Pemerintah Dinilai Lamban Mengantisipasi Kekeringan
Oleh
Abdullah Fikri Ashri
·3 menit baca
INDRAMAYU, KOMPAS — Rapat koordinasi lintas sektoral untuk mengatasi kekeringan di sentra pangan nasional akan digelar Selasa (31/7/2018) di Indramayu, Jawa Barat. Petani menilai, langkah antisipasi itu lamban karena lebih dari 2.000 hektar sawah di Indramayu telah puso akibat kekeringan.

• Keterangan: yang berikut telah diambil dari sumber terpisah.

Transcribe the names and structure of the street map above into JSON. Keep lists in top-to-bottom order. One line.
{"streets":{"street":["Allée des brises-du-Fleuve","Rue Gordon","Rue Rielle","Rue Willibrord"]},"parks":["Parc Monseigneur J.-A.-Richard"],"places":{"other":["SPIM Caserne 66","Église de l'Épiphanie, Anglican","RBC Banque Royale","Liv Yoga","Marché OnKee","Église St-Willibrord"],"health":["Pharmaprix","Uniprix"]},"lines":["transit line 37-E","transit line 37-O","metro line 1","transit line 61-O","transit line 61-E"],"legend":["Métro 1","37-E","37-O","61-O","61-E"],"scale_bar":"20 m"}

Zaenal Muttaqin, petani di Desa Muntur, Kecamatan Losarang, Indramayu, mengatakan, lahan miliknya seluas 2 bahu atau 1,4 hektar sudah gagal panen akibat kekeringan. Padi yang berumur 70 hari tak lagi tumbuh karena kekurangan pasokan air.
”Kalau rapat koordinasinya sekarang, ya sudah terlambat. Sawah kami sudah puso, tidak bisa diselamatkan,” ujar Zaenal, Minggu (29/7/2018), di Indramayu.
Menurut dia, biaya produksi, seperti pengolahan lahan dan tanam padi, sekitar Rp 11 juta. Namun, modal itu tak kembali karena sawahnya telanjur puso. Padahal, dalam kondisi normal, ia mampu meraup 5-6 ton gabah kering giling (GKG). Dengan luas lahan 116.000 hektar, Indramayu mampu menghasilkan 1,7 juta ton GKG.
”Pengairan untuk sawah petani harus bergiliran. Di daerah kami hanya dapat dua hari. Padahal, kami membutuhkan air jauh lebih lama dari itu,” ujar Zaenal.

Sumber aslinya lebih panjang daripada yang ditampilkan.